Take each line of the records below that contains the string "stream" and copy it.

——

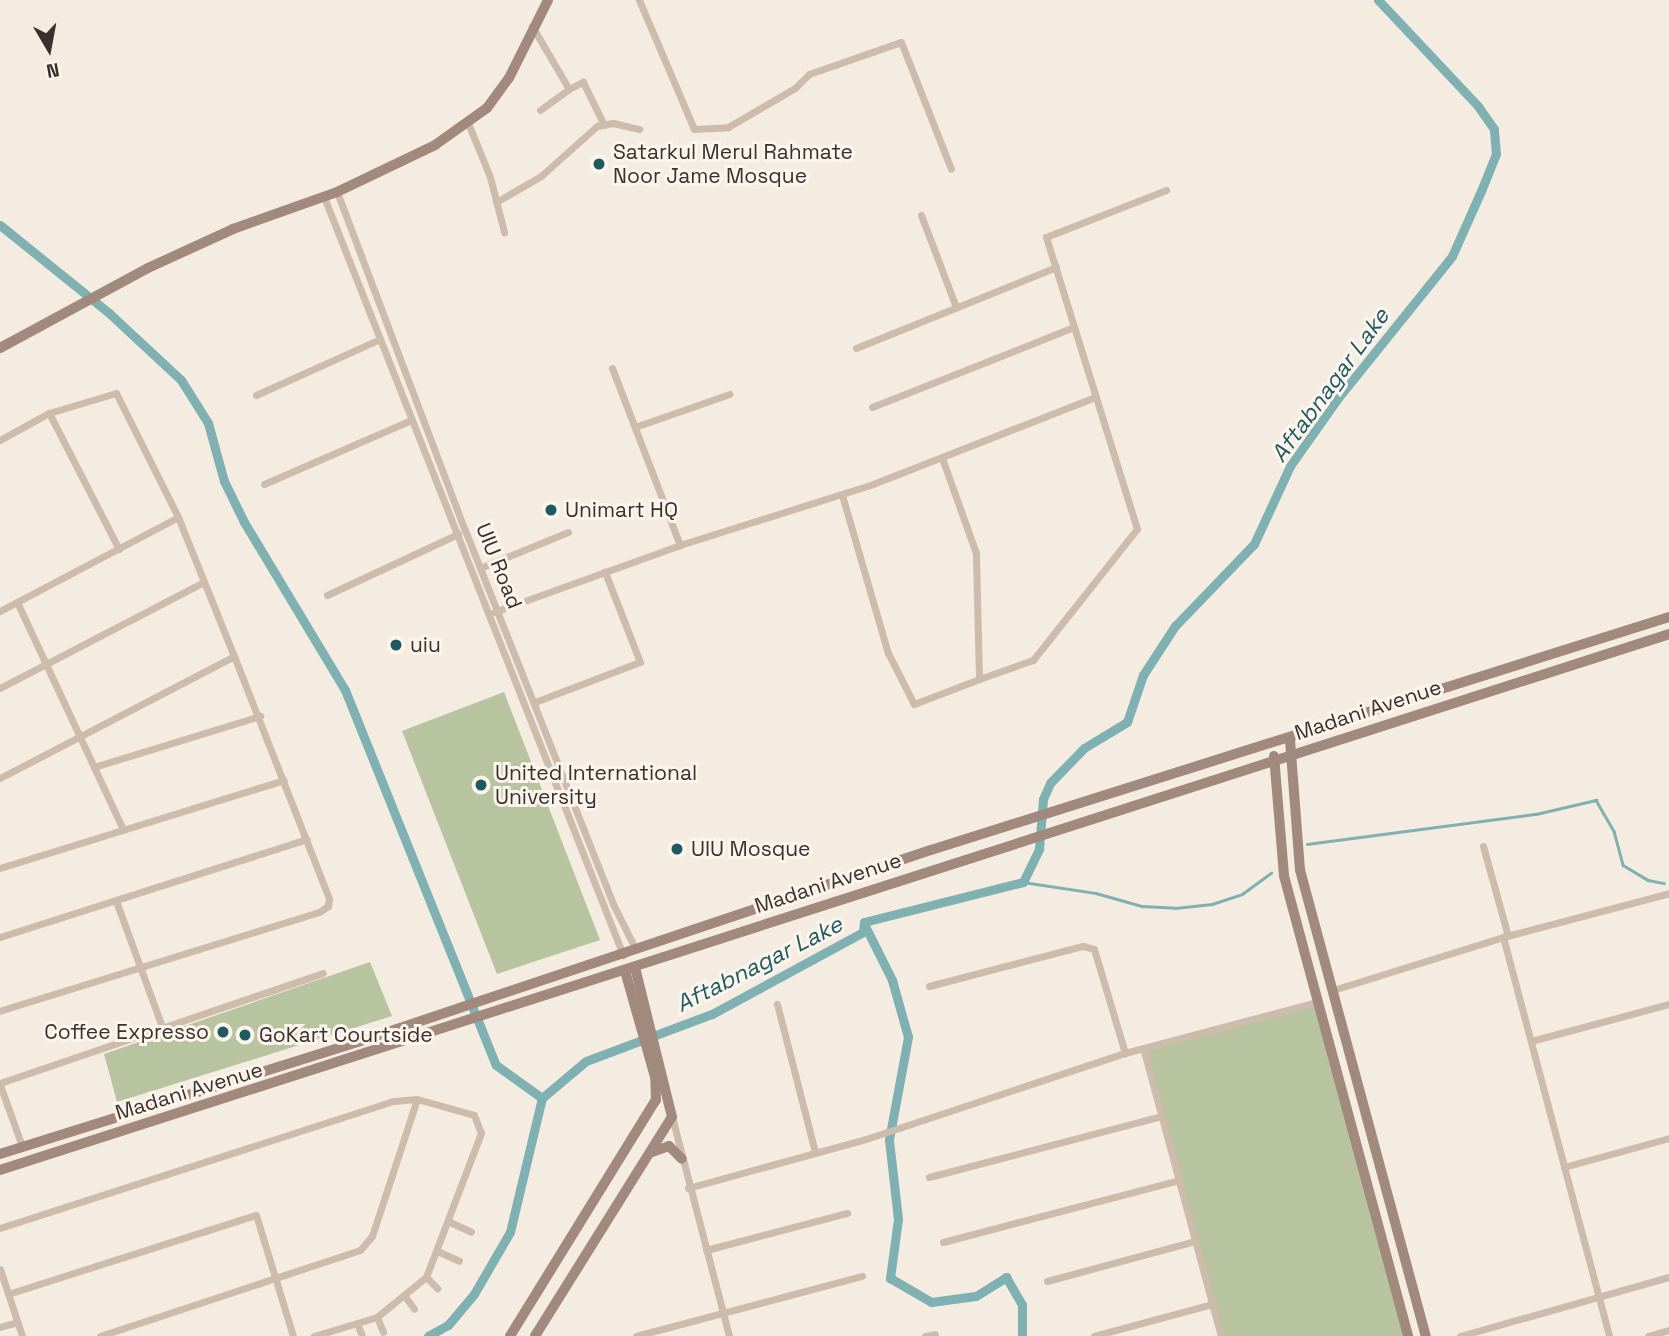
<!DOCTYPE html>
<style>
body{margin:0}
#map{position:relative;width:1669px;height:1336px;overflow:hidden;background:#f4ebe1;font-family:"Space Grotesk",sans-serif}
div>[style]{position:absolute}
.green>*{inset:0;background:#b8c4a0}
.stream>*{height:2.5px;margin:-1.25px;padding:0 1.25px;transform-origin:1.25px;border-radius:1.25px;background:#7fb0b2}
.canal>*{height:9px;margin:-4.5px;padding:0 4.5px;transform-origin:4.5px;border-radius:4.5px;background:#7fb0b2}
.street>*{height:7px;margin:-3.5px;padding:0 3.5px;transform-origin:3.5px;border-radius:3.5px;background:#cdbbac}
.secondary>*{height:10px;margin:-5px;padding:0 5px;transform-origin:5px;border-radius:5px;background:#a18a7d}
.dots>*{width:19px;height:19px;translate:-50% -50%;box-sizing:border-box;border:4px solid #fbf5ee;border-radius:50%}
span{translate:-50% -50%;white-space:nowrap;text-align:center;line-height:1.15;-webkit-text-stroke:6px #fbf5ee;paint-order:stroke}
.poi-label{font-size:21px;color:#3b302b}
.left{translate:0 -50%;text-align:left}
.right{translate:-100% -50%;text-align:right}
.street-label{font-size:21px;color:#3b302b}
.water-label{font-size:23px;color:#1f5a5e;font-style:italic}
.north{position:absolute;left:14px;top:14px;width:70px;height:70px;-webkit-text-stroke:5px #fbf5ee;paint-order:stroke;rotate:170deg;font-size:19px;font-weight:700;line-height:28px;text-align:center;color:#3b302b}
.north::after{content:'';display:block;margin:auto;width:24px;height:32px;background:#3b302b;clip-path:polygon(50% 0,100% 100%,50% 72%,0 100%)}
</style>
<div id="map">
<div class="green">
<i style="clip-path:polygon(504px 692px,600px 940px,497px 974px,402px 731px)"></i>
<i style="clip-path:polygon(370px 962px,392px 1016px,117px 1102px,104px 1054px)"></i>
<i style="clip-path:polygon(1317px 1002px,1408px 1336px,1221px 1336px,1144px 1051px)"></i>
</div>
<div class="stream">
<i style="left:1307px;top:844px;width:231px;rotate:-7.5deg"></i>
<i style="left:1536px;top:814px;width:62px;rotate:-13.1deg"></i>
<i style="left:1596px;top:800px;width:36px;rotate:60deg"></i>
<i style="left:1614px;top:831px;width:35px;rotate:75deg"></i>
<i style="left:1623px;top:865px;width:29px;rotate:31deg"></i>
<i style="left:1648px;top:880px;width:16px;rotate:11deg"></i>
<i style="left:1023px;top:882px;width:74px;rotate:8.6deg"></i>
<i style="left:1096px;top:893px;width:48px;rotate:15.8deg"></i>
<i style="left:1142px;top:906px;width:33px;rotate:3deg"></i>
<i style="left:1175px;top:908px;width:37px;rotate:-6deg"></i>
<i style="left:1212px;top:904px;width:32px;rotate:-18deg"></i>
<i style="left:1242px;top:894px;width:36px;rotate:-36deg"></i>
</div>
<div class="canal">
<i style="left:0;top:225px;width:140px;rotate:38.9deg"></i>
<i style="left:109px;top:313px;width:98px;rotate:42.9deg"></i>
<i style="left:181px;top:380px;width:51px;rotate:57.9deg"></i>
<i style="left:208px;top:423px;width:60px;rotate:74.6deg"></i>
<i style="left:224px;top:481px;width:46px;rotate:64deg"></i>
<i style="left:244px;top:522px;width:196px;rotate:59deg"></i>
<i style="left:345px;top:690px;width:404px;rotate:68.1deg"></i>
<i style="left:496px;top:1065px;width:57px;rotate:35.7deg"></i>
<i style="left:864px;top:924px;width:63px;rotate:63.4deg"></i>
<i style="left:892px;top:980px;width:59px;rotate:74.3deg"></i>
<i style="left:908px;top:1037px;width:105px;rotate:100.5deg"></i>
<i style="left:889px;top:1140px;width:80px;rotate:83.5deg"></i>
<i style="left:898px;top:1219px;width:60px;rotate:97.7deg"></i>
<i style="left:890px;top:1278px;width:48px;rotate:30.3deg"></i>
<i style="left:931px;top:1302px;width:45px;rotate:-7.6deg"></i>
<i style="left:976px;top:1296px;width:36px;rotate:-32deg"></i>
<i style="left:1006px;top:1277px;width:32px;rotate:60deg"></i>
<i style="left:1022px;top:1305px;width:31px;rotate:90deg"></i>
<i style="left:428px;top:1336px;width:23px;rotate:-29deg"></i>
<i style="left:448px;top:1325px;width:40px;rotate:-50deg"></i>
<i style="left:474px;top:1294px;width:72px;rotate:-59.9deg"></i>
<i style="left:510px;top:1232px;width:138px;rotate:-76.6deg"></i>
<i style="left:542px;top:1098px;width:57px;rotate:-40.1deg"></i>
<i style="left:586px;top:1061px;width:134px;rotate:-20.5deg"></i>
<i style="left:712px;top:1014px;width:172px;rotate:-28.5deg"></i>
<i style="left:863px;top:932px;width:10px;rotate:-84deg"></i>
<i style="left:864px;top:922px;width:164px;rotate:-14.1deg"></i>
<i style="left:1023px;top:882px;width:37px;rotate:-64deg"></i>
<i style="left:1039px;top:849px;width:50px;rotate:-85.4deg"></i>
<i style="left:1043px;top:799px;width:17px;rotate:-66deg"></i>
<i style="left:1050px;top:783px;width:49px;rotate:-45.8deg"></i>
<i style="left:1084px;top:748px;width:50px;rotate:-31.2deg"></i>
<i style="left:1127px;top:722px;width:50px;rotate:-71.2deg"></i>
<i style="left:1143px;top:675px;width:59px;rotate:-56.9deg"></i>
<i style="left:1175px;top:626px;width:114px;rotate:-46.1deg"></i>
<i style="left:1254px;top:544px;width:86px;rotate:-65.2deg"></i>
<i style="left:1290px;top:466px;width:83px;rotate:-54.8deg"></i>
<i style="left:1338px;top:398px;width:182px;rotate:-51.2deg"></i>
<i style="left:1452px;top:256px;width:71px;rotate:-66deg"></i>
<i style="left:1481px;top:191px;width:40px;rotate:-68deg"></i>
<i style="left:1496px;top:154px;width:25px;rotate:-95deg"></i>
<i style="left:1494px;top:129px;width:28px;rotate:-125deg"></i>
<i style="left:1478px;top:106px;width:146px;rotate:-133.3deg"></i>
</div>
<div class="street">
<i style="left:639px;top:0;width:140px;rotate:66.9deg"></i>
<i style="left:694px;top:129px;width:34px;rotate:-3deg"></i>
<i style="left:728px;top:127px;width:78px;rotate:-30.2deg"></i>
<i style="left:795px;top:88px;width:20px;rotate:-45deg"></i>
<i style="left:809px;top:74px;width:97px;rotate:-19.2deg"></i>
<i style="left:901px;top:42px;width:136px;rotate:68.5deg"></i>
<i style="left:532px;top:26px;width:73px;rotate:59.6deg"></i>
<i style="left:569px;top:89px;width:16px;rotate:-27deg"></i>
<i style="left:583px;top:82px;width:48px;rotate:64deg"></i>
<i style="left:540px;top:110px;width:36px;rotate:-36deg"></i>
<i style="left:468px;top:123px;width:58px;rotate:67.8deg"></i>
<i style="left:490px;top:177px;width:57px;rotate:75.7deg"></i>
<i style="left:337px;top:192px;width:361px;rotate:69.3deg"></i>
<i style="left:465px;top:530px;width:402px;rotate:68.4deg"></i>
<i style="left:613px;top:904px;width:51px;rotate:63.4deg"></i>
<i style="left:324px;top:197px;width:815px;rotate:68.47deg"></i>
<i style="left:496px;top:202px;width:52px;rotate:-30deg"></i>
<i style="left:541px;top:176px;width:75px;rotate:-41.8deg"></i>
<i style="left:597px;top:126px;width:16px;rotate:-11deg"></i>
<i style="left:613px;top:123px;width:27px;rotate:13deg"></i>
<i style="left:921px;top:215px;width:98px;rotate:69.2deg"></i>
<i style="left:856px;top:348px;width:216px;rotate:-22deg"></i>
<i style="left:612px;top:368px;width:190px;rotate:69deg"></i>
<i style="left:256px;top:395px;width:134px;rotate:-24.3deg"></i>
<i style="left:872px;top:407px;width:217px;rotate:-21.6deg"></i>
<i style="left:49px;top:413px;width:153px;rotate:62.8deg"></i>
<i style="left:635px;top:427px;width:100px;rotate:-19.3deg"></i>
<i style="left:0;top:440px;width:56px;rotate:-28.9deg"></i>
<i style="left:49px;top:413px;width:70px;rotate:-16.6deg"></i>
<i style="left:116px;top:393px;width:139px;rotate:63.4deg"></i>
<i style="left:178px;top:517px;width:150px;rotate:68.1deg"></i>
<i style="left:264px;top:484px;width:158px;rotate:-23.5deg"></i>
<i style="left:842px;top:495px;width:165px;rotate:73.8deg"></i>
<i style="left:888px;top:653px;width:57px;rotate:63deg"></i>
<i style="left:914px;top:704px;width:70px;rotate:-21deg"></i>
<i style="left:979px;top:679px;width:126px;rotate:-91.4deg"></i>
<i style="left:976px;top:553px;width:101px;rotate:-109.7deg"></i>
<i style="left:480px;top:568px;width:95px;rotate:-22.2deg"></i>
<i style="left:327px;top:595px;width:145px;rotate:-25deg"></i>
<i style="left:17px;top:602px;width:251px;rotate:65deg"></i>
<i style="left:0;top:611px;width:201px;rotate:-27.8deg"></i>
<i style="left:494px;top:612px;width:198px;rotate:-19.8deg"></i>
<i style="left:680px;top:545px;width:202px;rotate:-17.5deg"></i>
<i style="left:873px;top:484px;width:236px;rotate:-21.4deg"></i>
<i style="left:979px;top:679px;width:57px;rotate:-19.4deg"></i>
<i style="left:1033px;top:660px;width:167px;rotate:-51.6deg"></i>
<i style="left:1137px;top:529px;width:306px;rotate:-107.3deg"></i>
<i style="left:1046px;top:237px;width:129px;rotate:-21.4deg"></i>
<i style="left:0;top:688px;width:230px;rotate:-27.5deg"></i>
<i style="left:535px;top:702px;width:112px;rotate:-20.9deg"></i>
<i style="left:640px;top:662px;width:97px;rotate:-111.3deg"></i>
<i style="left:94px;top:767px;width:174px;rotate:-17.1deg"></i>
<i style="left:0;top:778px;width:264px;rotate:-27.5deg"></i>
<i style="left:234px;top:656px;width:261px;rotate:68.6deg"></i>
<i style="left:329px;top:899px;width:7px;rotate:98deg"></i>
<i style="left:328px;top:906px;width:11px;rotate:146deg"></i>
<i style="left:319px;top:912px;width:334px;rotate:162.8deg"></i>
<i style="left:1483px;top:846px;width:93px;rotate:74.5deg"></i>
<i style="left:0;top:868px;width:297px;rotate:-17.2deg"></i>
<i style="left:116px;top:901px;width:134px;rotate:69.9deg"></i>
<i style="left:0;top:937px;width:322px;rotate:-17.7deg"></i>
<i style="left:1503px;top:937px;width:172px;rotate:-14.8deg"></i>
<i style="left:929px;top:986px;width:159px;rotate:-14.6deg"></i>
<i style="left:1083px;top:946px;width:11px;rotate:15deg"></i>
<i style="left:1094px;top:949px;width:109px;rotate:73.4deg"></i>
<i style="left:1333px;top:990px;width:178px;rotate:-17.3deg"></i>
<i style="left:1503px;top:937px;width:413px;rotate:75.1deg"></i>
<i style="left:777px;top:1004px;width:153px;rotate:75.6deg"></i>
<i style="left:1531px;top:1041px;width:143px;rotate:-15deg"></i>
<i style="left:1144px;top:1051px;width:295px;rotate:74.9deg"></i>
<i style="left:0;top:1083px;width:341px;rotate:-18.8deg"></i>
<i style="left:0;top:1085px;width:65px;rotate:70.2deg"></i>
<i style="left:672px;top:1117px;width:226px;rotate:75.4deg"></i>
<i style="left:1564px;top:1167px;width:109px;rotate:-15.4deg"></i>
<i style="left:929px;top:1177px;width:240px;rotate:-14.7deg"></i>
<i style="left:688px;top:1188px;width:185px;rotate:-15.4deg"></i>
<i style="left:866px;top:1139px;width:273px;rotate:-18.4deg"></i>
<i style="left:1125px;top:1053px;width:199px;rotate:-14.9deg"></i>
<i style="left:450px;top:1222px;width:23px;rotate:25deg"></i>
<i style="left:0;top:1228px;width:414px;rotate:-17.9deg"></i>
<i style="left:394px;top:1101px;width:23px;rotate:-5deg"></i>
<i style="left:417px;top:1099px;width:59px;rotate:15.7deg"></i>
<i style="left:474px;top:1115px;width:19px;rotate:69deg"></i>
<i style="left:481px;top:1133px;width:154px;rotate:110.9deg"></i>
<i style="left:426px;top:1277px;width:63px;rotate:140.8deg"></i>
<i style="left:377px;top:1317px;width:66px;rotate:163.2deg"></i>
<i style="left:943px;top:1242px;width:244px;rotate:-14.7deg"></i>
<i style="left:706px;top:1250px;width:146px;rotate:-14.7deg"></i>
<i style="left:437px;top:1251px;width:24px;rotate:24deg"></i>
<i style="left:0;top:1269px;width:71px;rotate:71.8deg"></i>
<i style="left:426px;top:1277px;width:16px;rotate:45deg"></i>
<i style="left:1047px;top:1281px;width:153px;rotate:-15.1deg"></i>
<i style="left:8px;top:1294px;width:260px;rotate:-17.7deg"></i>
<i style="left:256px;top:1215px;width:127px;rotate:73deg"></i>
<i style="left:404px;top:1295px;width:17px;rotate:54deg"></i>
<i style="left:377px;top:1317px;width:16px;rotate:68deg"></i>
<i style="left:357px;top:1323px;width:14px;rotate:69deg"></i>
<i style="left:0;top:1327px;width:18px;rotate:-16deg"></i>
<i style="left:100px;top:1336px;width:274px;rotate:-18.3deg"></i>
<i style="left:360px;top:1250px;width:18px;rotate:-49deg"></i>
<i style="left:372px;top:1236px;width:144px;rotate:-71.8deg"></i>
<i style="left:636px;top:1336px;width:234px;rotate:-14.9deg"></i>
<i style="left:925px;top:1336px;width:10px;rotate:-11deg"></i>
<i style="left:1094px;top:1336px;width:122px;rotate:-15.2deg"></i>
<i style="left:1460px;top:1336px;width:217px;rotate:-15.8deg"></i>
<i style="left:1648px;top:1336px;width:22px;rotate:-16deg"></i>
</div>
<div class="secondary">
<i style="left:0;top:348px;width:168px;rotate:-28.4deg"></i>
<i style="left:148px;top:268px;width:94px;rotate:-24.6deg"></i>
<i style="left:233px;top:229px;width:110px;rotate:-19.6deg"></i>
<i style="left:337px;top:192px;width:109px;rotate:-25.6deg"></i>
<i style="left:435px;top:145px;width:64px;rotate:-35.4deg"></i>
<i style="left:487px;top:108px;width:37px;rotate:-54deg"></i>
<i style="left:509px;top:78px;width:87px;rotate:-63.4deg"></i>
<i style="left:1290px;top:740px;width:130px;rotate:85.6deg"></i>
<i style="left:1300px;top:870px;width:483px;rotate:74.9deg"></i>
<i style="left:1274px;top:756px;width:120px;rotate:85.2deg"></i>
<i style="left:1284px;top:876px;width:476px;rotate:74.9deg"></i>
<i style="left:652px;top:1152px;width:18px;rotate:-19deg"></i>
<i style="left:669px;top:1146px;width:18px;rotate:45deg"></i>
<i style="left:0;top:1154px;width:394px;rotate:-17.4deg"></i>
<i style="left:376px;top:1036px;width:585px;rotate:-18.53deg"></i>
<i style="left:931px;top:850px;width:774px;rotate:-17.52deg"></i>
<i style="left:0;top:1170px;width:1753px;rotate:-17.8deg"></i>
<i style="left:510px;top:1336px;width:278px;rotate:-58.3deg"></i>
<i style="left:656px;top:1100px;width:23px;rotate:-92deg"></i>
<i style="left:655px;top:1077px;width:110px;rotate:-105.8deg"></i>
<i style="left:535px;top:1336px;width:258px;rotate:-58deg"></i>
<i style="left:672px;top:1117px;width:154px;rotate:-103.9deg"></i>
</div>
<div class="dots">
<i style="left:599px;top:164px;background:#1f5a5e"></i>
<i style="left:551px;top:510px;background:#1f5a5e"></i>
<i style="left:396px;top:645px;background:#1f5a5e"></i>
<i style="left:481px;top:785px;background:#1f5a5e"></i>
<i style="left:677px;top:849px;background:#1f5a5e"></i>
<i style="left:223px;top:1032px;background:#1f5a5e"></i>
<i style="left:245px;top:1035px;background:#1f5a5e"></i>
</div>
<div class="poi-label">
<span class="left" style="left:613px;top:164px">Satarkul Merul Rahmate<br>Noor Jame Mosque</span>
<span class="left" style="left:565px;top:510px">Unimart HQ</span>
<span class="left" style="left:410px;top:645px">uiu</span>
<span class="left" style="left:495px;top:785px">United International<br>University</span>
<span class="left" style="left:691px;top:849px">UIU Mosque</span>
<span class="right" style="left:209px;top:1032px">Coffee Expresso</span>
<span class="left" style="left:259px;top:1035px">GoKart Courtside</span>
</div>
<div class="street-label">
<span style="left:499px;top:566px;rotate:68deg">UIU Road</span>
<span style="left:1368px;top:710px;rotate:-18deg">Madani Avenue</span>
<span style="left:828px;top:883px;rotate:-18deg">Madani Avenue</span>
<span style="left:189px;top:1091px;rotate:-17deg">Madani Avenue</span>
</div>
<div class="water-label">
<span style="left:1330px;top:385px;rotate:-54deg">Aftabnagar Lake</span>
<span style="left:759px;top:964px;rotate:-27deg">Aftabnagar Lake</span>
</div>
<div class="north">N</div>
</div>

——

§ Exercise answer
.stream>*{height:2.5px;margin:-1.25px;padding:0 1.25px;transform-origin:1.25px;border-radius:1.25px;background:#7fb0b2}
<div class="stream">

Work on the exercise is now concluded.